◆ WHAT THE TASK REQUIRES ◆
All lines from the one that contains "<button>+</button>" through the final line of the entries must be repeated exactly. No other lines belong in the output.

### DATA SECTION ###

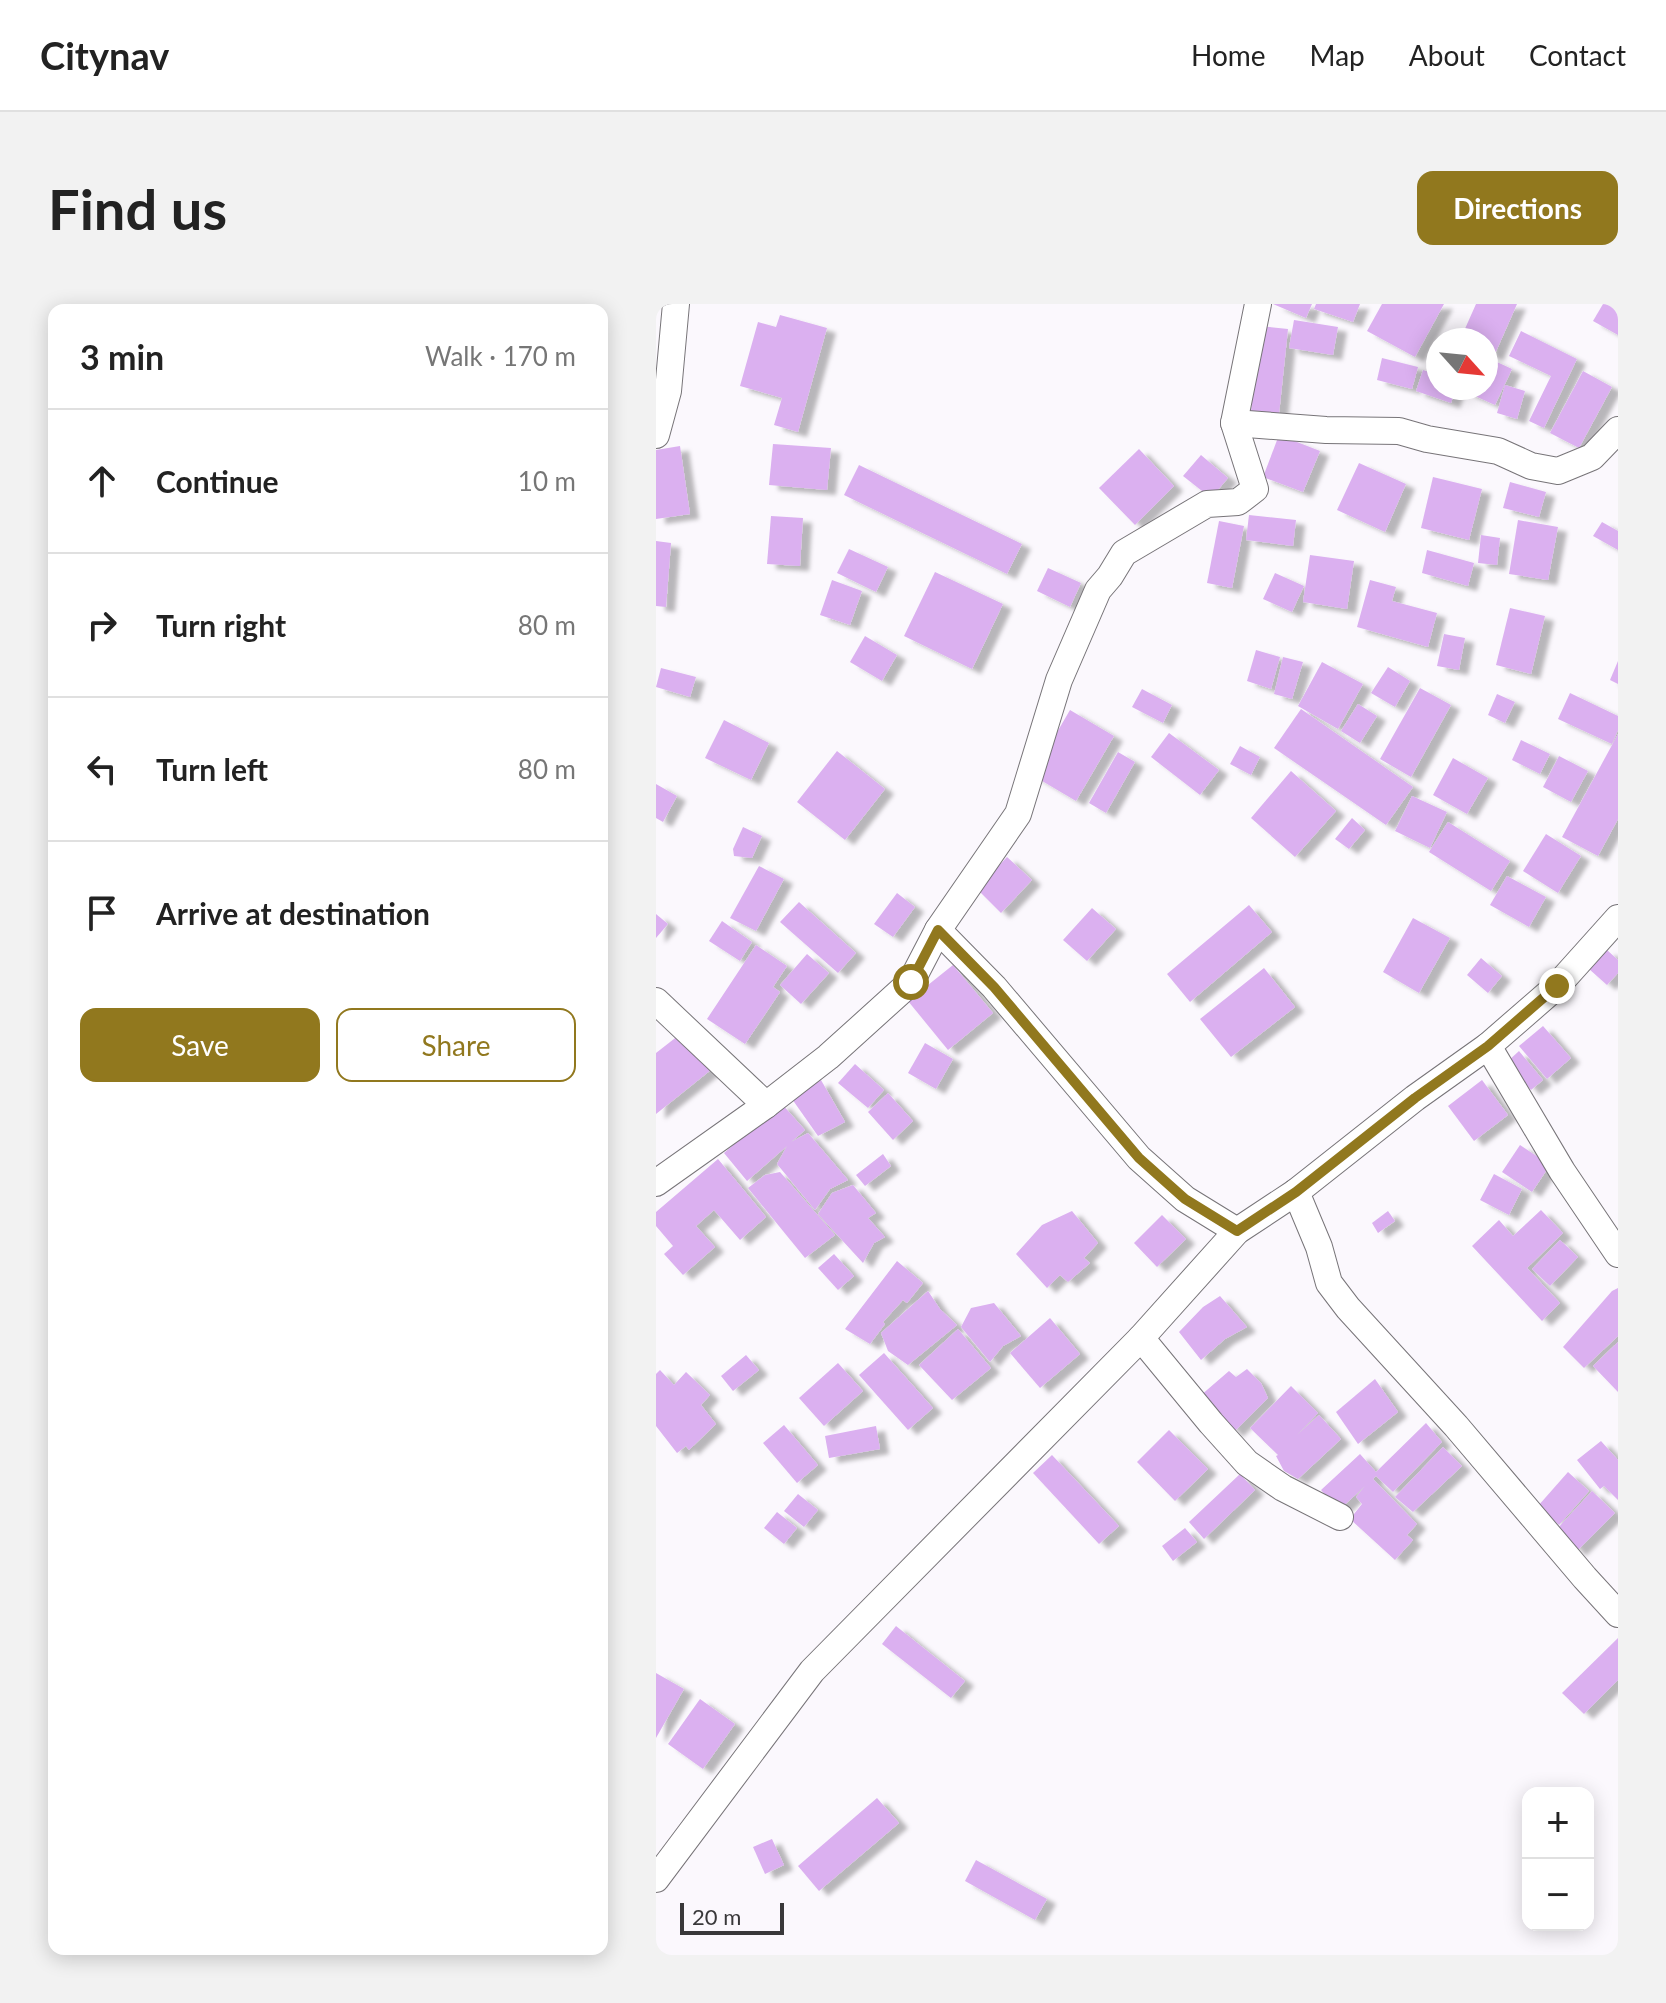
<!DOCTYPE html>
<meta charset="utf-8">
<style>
:root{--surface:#fff;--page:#f2f2f2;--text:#222;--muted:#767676;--line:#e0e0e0;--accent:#91781e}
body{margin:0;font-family:Lato,sans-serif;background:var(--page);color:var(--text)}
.controls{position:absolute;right:24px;bottom:24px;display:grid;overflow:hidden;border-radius:16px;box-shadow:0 4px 20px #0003}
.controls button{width:72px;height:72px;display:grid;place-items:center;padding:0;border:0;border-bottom:2px solid var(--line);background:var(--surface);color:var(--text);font:40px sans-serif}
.compass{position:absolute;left:770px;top:24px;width:72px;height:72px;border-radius:50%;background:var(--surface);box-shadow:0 4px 20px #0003;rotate:117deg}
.scale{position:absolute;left:24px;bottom:20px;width:104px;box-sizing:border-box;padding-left:8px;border:4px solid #39383a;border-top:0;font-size:22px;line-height:28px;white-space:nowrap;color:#39383a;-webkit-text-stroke:6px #fbf8fd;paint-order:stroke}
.stop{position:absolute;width:24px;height:24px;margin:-18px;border:6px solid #91781e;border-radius:50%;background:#fff}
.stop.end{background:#91781e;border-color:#fff;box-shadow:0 2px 8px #0008}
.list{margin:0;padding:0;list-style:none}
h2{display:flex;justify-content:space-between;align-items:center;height:104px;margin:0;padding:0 32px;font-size:34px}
h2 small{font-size:26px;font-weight:400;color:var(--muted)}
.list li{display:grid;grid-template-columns:52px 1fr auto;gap:24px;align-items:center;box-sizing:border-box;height:144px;padding:0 32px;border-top:2px solid var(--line)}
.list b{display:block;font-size:30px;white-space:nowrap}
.list em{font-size:26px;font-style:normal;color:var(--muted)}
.actions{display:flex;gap:16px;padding:24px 32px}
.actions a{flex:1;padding:18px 0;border:2px solid var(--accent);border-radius:16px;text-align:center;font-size:28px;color:var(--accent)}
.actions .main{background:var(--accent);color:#fff}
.icon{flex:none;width:44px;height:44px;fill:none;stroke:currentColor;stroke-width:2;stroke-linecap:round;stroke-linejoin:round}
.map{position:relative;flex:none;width:962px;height:1651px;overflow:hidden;border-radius:16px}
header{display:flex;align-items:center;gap:48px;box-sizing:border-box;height:112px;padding:0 40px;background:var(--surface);border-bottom:2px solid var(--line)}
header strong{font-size:38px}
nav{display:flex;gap:44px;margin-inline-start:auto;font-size:28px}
.intro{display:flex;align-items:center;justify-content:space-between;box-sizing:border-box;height:192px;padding:0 48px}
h1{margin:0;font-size:56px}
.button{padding:20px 36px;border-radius:16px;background:var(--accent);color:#fff;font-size:28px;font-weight:700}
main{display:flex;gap:48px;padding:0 48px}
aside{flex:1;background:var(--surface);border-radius:16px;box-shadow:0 4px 20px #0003}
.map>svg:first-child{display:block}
</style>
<header>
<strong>Citynav</strong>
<nav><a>Home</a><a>Map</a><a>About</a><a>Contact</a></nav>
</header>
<div class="intro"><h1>Find us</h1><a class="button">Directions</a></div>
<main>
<aside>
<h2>3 min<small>Walk · 170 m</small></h2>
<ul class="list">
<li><svg class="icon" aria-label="ahead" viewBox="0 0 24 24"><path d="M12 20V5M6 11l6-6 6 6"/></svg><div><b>Continue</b></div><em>10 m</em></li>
<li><svg class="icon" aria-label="right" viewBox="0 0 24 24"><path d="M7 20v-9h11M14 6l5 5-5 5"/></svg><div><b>Turn right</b></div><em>80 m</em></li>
<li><svg class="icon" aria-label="left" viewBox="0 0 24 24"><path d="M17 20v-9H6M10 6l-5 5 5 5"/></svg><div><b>Turn left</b></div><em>80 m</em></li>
<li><svg class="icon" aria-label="arrive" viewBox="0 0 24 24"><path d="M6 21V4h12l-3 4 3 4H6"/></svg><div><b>Arrive at destination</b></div></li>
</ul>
<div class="actions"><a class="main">Save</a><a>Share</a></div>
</aside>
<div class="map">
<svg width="962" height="1651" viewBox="0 0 962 1651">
<defs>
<filter id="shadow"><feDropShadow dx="9" dy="5" stdDeviation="2" flood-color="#0004"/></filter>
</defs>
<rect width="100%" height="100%" fill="#fbf8fd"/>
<!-- building -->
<g fill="#dbb0f0" filter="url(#shadow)">
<path d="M617,0H656L650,14Z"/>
<path d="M660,0H704L697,18L658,5Z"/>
<path d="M726,0H788L759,53L711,27Z"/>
<path d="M820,0H861L838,52L830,48V36H804Z"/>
<path d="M947,0H962V31L937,17Z"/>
<path d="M124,11L171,24L142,128L118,121L126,94L84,82L102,18L120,23Z"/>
<path d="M638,16L682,23L677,51L633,44Z"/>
<path d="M603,22L632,25L623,110L595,107Z"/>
<path d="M865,27L921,55L888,124L873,117L895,72L853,52Z"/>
<path d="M830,53L856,65L839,101L810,88L812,84H830Z"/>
<path d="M726,54L762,63L756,85L721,76Z"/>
<path d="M767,66L782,71V84H800L795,99L760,87Z"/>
<path d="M927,67L956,83L923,144L894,129Z"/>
<path d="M849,81L869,87L861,115L841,109Z"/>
<path d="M623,131L664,147L647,188L607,173Z"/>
<path d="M117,140L175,144L171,186L113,181Z"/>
<path d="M24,142L34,210L0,215V146Z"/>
<path d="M483,145L518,182L479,221L443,184Z"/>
<path d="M545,151L572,174L555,194L527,172Z"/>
<path d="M703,159L750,180L729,228L681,206Z"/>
<path d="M203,161L366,240L351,270L188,191Z"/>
<path d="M777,173L826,185L813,236L765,224Z"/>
<path d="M854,178L890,188L883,213L847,204Z"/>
<path d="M593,211L640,216L637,242L590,236Z"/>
<path d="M115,212L147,214L144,262L111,260Z"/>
<path d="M862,216L902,223L892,276L853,270Z"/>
<path d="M563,217L588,222L576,284L551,279Z"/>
<path d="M946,218L962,227V246L937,232Z"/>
<path d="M825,231L844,234L841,261L822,259Z"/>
<path d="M0,237L15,239L10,303L0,302Z"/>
<path d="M193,245L232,263L220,288L181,269Z"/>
<path d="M771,246L818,259L812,282L766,269Z"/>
<path d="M654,251L698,257L691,305L647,298Z"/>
<path d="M392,264L425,279L414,303L381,287Z"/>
<path d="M279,268L347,300L316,365L248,332Z"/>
<path d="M619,269L648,282L636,308L607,295Z"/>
<path d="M176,276L206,287L194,321L164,311Z"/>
<path d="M714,276L740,283L736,297L781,309L772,343L701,323Z"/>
<path d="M854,304L889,312L875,370L840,361Z"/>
<path d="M788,330L809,334L803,366L781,362Z"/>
<path d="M209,332L241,351L226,377L194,358Z"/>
<path d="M600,346L624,353L615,385L591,377Z"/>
<path d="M627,353L647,358L636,395L618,390Z"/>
<path d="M962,357V380L954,376Z"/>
<path d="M666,358L707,380L682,425L642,402Z"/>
<path d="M732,363L754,377L739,403L715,389Z"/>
<path d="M5,364L40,373L34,393L0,383Z"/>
<path d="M764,384L795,401L755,473L724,455Z"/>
<path d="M486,385L516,401L507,419L476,403Z"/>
<path d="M914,389L962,412V426L956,440L902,415Z"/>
<path d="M841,390L859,398L849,419L832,411Z"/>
<path d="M702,400L721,412L704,439L685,427Z"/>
<path d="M645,405L757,483L730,521L618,444Z"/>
<path d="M414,406L458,432L420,497L376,471Z"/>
<path d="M68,416L113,439L95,476L49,454Z"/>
<path d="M513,429L563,466L544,491L495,453Z"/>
<path d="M962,430V515L942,552L906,533Z"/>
<path d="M865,436L894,450L884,470L856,456Z"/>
<path d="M584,442L604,453L595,471L574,460Z"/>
<path d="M181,447L229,485L189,536L141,498Z"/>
<path d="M462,448L479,458L450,509L433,499Z"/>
<path d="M903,452L932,467L915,498L887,483Z"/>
<path d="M797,454L832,474L811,510L777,491Z"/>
<path d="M635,467L680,507L639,553L595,514Z"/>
<path d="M0,480L21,492L7,518L0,514Z"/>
<path d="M756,492L791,508L774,544L739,527Z"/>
<path d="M696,514L709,526L693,545L679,535Z"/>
<path d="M792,518L854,557L835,587L773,548Z"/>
<path d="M87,523L106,532L96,554L78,552L77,545Z"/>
<path d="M890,530L925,552L902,589L867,567Z"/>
<path d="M351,553L376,576L345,609L321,585Z"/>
<path d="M103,562L128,575L100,627L74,614Z"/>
<path d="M851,572L890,593L873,623L834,601Z"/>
<path d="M241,589L259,603L237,633L218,620Z"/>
<path d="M143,598L200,649L182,669L124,618Z"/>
<path d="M593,601L616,628L534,698L511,670Z"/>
<path d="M436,604L460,625L431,657L407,636Z"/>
<path d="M0,610L12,620L0,634Z"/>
<path d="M757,614L794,634L763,689L727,668Z"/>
<path d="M66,617L96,638L84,657L53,637Z"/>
<path d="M100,641L131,662L117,683L124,688L89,740L51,715Z"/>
<path d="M951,646L962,656V669L951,681L933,665Z"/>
<path d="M151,650L173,669L145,700L124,681Z"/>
<path d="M825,654L846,672L832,689L811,671Z"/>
<path d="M297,661L337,709L292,746L252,697Z"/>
<path d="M608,664L639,703L575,753L544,715Z"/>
<path d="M887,722L915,754L891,775L863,742Z"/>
<path d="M32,724L61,761L0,810V749Z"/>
<path d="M269,739L297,755L280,785L252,769Z"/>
<path d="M863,747L887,776L875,786L851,758Z"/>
<path d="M199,760L228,786L212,804L182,779Z"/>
<path d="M165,776L189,818L162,832L136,795Z"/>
<path d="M826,776L852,811L818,837L792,802Z"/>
<path d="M232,789L257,817L237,836L212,808Z"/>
<path d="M125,799L149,826L135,838L152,829L192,876L174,885L159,906L121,860L131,842L91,877L68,849Z"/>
<path d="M864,841L894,861L876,888L846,868Z"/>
<path d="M227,850L235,862L209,882L200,871Z"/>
<path d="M62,855L110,913L84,936L58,906L40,922L59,943L27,971L8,950L17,942L0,922V908Z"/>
<path d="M124,868L179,931L149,954L92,884L109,871Z"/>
<path d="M838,870L866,885L853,911L824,896Z"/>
<path d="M197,881L220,909L212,914L229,933L218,939L207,959L162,910L176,889Z"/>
<path d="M885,906L907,929L871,964L904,999L886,1017L816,942L843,916L857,932Z"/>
<path d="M416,907L442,939L428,954L434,959L412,978L404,971L391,984L360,950L386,921Z"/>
<path d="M732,907L739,917L722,929L716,919Z"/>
<path d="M506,911L530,935L501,963L478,939Z"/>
<path d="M904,936L922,953L894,982L876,965Z"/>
<path d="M178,950L198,972L182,986L162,964Z"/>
<path d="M241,957L267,979L251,999L247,996L227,1018L229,1020L214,1040L189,1025Z"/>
<path d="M962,984V1032L928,1064L907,1043L956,987Z"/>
<path d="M272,987L284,1005L301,1021L252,1061L232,1047L225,1029Z"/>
<path d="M564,992L591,1023L569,1035L545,1056L523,1028L547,1003Z"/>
<path d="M338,999L365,1032L347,1042L334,1058L305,1023L315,1004Z"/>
<path d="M394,1014L424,1050L384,1084L354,1049Z"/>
<path d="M302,1025L335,1064L296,1096L263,1061Z"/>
<path d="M962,1038V1088L937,1062Z"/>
<path d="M228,1049L277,1104L252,1126L203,1071Z"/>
<path d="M90,1051L103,1066L77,1087L65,1072Z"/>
<path d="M182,1059L207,1087L168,1122L143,1094Z"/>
<path d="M591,1065L605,1079L612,1094L578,1128L544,1092L573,1067L580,1073Z"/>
<path d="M4,1066L18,1081L30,1068L54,1091L45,1101L60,1120L33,1146L30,1142L21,1149L0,1122V1070Z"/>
<path d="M719,1075L742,1108L702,1140L680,1108Z"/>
<path d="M635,1082L662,1109L641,1131L663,1111L685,1135L642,1175L628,1167L620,1152L622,1151L594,1124Z"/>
<path d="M770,1119L786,1138L737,1188L720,1172L717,1175L761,1220L751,1231L757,1236L739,1256L694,1215L706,1200L700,1193L709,1182L683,1206L665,1186L704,1150L720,1168Z"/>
<path d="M128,1121L162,1161L141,1179L107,1139Z"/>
<path d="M220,1122L224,1145L173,1154L169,1132Z"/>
<path d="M513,1126L552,1165L519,1197L481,1158Z"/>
<path d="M945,1137L962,1156V1196L948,1182L944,1185L921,1156Z"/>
<path d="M787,1143L806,1162L757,1208L739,1193Z"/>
<path d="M396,1151L463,1222L443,1240L377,1169Z"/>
<path d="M912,1168L933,1187L903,1221L882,1202Z"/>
<path d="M584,1170L599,1186L548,1235L533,1218Z"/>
<path d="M936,1187L959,1209L921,1247L901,1225Z"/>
<path d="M142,1190L162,1206L148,1223L128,1207Z"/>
<path d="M121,1208L141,1224L128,1240L108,1224Z"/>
<path d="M529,1224L541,1238L517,1257L506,1242Z"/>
<path d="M240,1322L309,1377L295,1394L226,1340Z"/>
<path d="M962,1334V1376L928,1410L906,1389Z"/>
<path d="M0,1369L28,1385L0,1434Z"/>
<path d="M44,1395L79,1420L47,1465L12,1440Z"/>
<path d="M221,1494L243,1519L163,1587L142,1562Z"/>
<path d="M116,1535L128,1561L109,1570L97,1543Z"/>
<path d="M320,1556L391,1595L379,1616L309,1577Z"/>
</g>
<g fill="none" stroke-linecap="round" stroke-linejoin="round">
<!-- minor casing -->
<g stroke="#777478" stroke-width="28">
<g id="minor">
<path d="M578,119L670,126L743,127L771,135L842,147L875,162L902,167L936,153L962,126"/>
<path d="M0,131L12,87L20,0"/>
<path d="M282,626L338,683L483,854L529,895L581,927"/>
<path d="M0,697L110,801"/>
<path d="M832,742L906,867L962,950"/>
<path d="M0,879L110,801L172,753L255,678L282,626L362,510L403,376L442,286L454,272L468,249L551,200L582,198L599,185L578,119L602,0"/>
<path d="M640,888L663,943L673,979L692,1004L800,1122L929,1274L962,1310"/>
<path d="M485,1034L555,1119L591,1159L627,1184L684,1213"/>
<path d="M0,1575L156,1367L485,1034L581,927L640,888L759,794L832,742L901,682L962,614"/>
</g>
</g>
<!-- minor -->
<use href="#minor" stroke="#fff" stroke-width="26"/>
</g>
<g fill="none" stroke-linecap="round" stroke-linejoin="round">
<!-- route -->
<path stroke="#91781e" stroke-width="10" d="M255,678L282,626L338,683L483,854L529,895L581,927L640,888L759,794L832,742L901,682"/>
</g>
</svg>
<div class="controls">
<button>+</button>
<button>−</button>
</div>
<svg class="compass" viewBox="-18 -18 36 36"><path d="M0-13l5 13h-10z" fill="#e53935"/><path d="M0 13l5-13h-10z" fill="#767676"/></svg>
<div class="scale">20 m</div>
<div class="stop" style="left:255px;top:678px"></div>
<div class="stop end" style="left:901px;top:682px"></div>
</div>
</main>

###

◆ WRITTEN ANSWER ◆
<button>+</button>
<button>−</button>
</div>
<svg class="compass" viewBox="-18 -18 36 36"><path d="M0-13l5 13h-10z" fill="#e53935"/><path d="M0 13l5-13h-10z" fill="#767676"/></svg>
<div class="scale">20 m</div>
<div class="stop" style="left:255px;top:678px"></div>
<div class="stop end" style="left:901px;top:682px"></div>
</div>
</main>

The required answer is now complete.